YF:Z:NS: the read was filtered because it contains a number of ambiguous characters (usually N or .) greater than the ceiling specified with --n-ceil.

YF:Z:SC: the read was filtered because the read length and the match bonus (set with --ma) are such that the read can't possibly earn an alignment score greater than or equal to the threshold set with --score-min

YF:Z:QC: the read was filtered because it was marked as failing quality control and the user specified the --qc-filter option. This only happens when the input is in Illumina's QSEQ format (i.e. when --qseq is specified) and the last (11th) field of the read's QSEQ record contains 1.
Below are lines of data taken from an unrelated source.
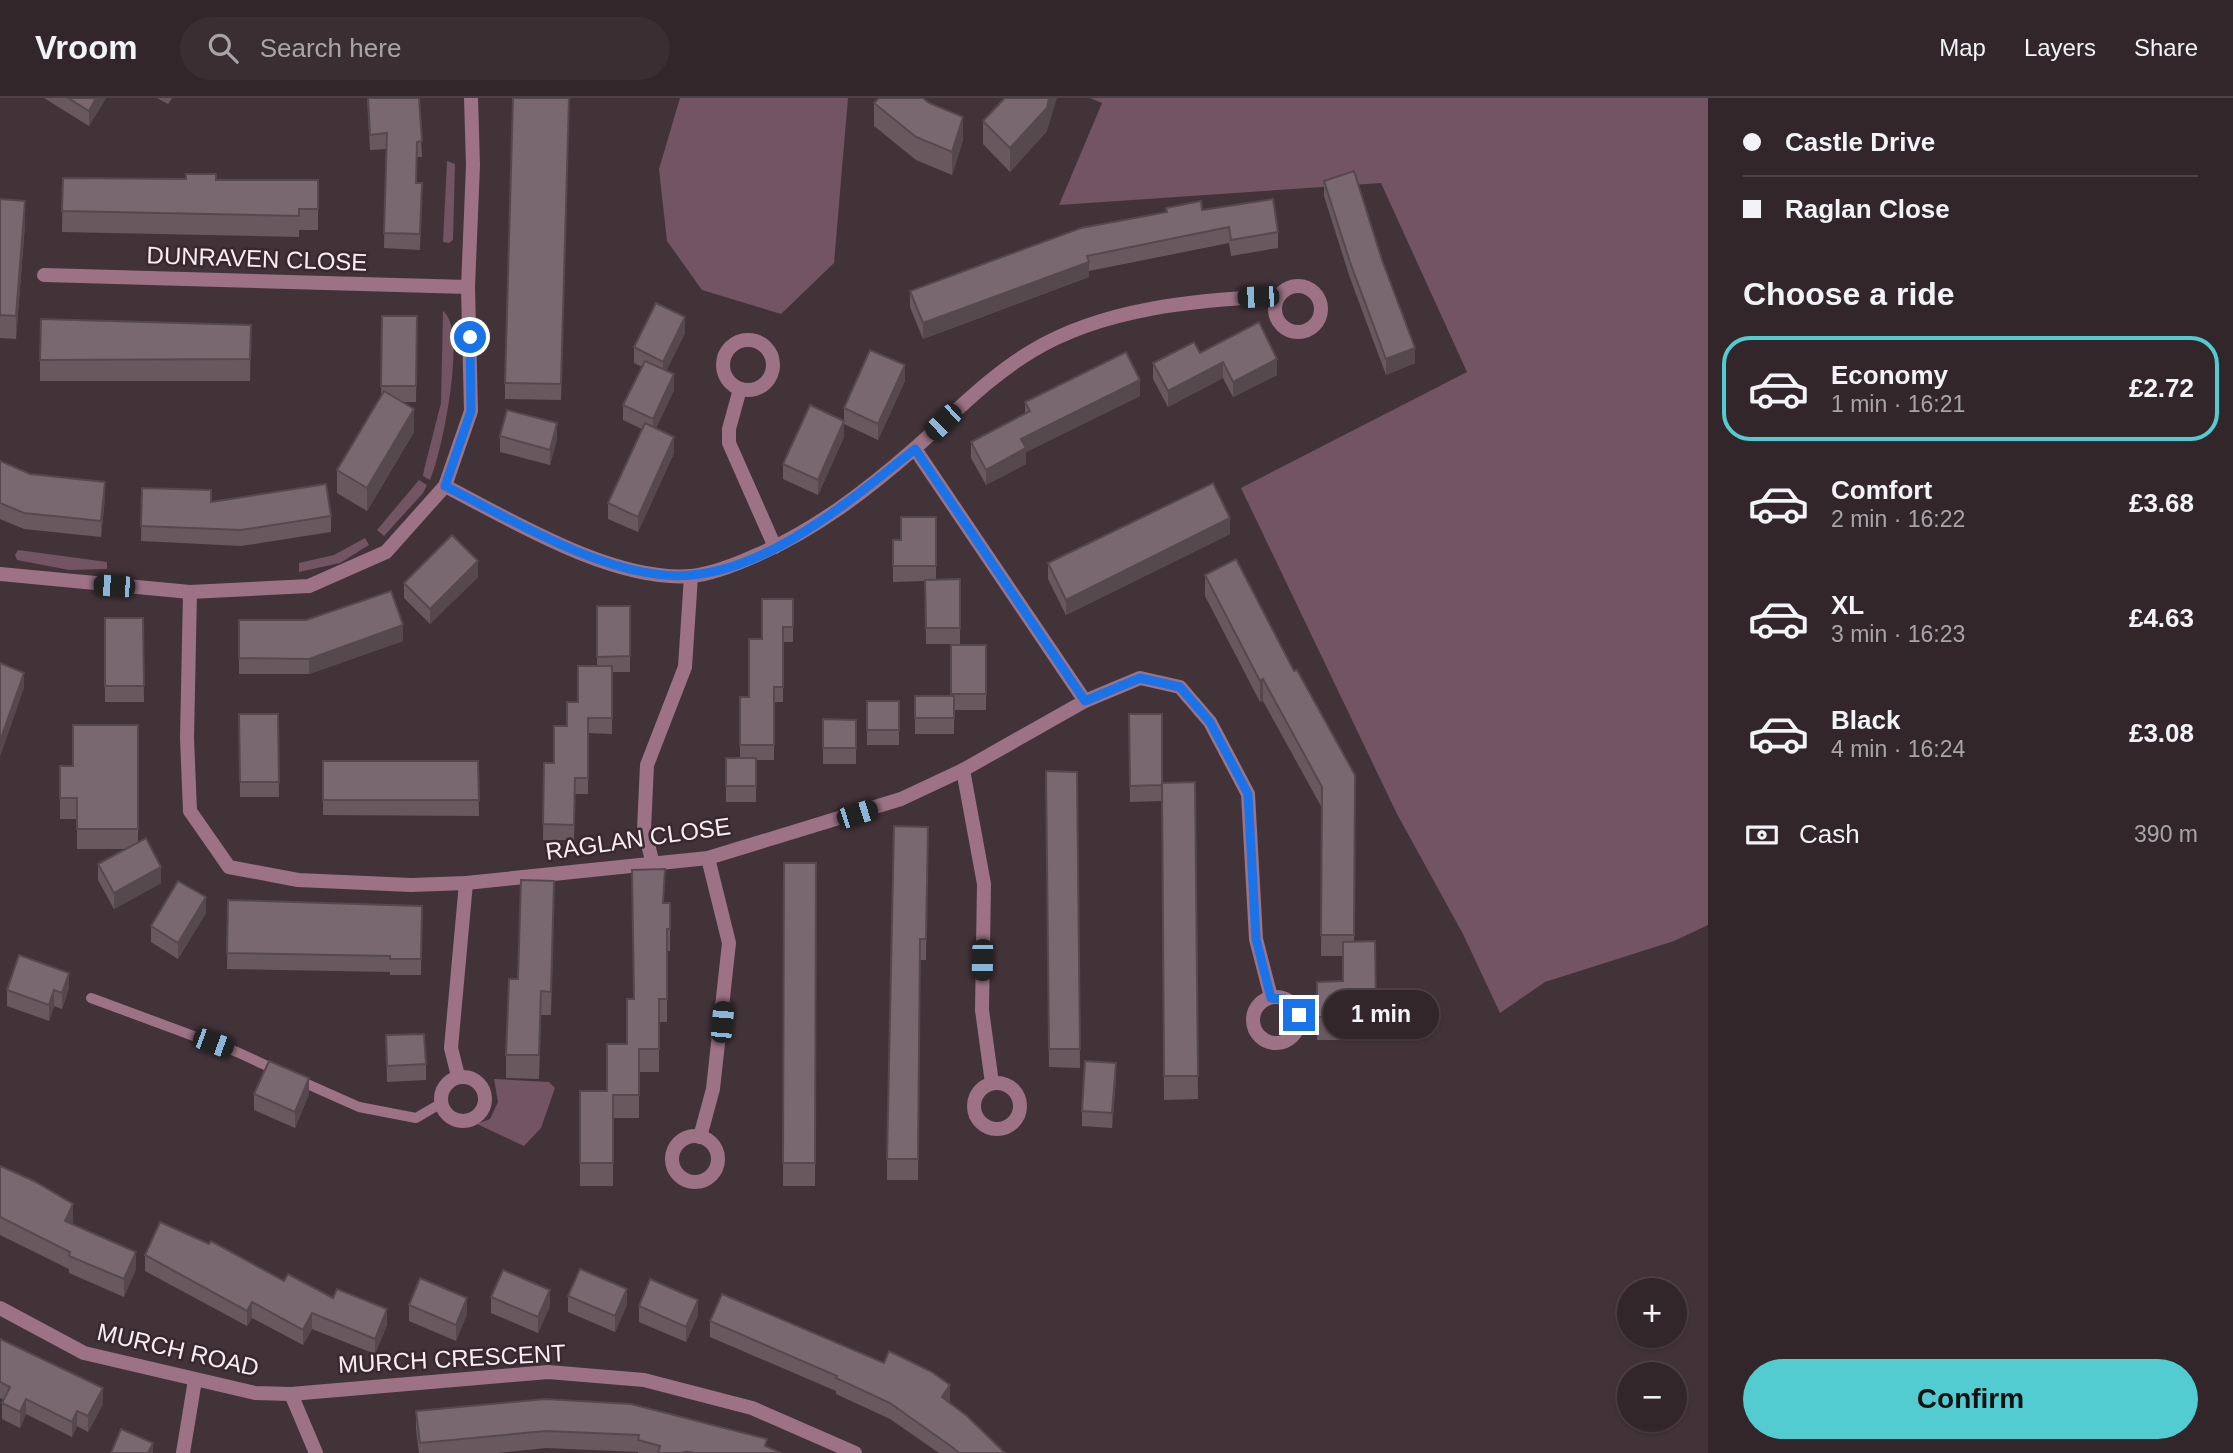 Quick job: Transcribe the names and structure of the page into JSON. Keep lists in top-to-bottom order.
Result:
{
  "streets": {
    "street": [
      "DUNRAVEN CLOSE",
      "RAGLAN CLOSE",
      "MURCH ROAD",
      "MURCH CRESCENT"
    ]
  },
  "crossings": [
    ["MURCH ROAD", "MURCH CRESCENT"]
  ],
  "page": {
    "header": "Vroom",
    "search": "Search here",
    "nav": ["Map", "Layers", "Share"],
    "banner": ["Castle Drive", "Raglan Close"],
    "heading": "Choose a ride",
    "list": [
      {
        "name": "Economy",
        "note": "1 min · 16:21",
        "value": "£2.72"
      },
      {
        "name": "Comfort",
        "note": "2 min · 16:22",
        "value": "£3.68"
      },
      {
        "name": "XL",
        "note": "3 min · 16:23",
        "value": "£4.63"
      },
      {
        "name": "Black",
        "note": "4 min · 16:24",
        "value": "£3.08"
      }
    ],
    "pay": ["Cash", "390 m"],
    "bubble": "1 min",
    "map_buttons": ["+", "−"],
    "buttons": "Confirm"
  }
}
My read length is definitely not shorter than the seed mismatches so this first option can be ruled out.

Regarding the second option about ambiguous characters, this is what --n-ceil says:

Sets a function governing the maximum number of ambiguous characters (usually Ns and/or .s) allowed in a read as a function of read length. For instance, specifying -L,0,0.15 sets the N-ceiling function f to f(x) = 0 + 0.15 * x, where x is the read length. See also: [setting function options]. Reads exceeding this ceiling are [filtered out]. Default: L,0,0.15.

So default read length * 0.15. Pretty straightforward. No questions here.

The third option regard --ma I would assume does not apply to the default settings since the default setting is to use end-to-end alignment? --ma always equals 0 in this default mode.

The fourth option applies to users specifying the --qseq options so for someone like me who uses fastq, I would assume it's not relevant.

Does that mean with default settings, bowtie/tophat only takes into consideration ambiguous characters? What about fastq base quality/read quality, is this not taken into consideration when filtering?

Appreciate any help and thoughts.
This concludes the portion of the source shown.